## EXERCISE PROMPT
In full and without alteration, write out the data below.

Stored records
◆ ◆ ◆ ◆ ◆ ◆ ◆
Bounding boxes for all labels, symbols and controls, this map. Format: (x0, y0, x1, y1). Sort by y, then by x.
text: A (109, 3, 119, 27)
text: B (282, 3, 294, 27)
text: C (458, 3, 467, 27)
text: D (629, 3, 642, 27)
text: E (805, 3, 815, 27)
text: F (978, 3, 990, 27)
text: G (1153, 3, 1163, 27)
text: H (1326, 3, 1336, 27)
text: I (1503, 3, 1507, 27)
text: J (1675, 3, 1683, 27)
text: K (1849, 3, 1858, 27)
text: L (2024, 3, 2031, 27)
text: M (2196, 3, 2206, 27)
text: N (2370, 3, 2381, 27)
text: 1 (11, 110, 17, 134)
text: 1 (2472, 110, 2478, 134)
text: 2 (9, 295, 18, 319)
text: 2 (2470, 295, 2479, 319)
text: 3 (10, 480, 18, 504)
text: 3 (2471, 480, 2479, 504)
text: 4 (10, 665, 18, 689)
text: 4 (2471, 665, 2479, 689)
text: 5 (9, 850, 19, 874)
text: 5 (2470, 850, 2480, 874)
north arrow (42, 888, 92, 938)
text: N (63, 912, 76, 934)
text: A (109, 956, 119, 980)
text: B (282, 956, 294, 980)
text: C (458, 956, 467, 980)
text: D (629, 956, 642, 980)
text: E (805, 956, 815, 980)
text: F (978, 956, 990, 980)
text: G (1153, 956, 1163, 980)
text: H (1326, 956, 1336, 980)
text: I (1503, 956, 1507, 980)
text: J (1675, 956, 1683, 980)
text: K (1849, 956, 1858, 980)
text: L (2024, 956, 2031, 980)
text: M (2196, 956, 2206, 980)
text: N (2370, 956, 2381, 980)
◆ ◆ ◆ ◆ ◆ ◆ ◆
## ANSWER TO THE EXERCISE
Bounding boxes for all labels, symbols and controls, this map. Format: (x0, y0, x1, y1). Sort by y, then by x.
text: A (109, 3, 119, 27)
text: B (282, 3, 294, 27)
text: C (458, 3, 467, 27)
text: D (629, 3, 642, 27)
text: E (805, 3, 815, 27)
text: F (978, 3, 990, 27)
text: G (1153, 3, 1163, 27)
text: H (1326, 3, 1336, 27)
text: I (1503, 3, 1507, 27)
text: J (1675, 3, 1683, 27)
text: K (1849, 3, 1858, 27)
text: L (2024, 3, 2031, 27)
text: M (2196, 3, 2206, 27)
text: N (2370, 3, 2381, 27)
text: 1 (11, 110, 17, 134)
text: 1 (2472, 110, 2478, 134)
text: 2 (9, 295, 18, 319)
text: 2 (2470, 295, 2479, 319)
text: 3 (10, 480, 18, 504)
text: 3 (2471, 480, 2479, 504)
text: 4 (10, 665, 18, 689)
text: 4 (2471, 665, 2479, 689)
text: 5 (9, 850, 19, 874)
text: 5 (2470, 850, 2480, 874)
north arrow (42, 888, 92, 938)
text: N (63, 912, 76, 934)
text: A (109, 956, 119, 980)
text: B (282, 956, 294, 980)
text: C (458, 956, 467, 980)
text: D (629, 956, 642, 980)
text: E (805, 956, 815, 980)
text: F (978, 956, 990, 980)
text: G (1153, 956, 1163, 980)
text: H (1326, 956, 1336, 980)
text: I (1503, 956, 1507, 980)
text: J (1675, 956, 1683, 980)
text: K (1849, 956, 1858, 980)
text: L (2024, 956, 2031, 980)
text: M (2196, 956, 2206, 980)
text: N (2370, 956, 2381, 980)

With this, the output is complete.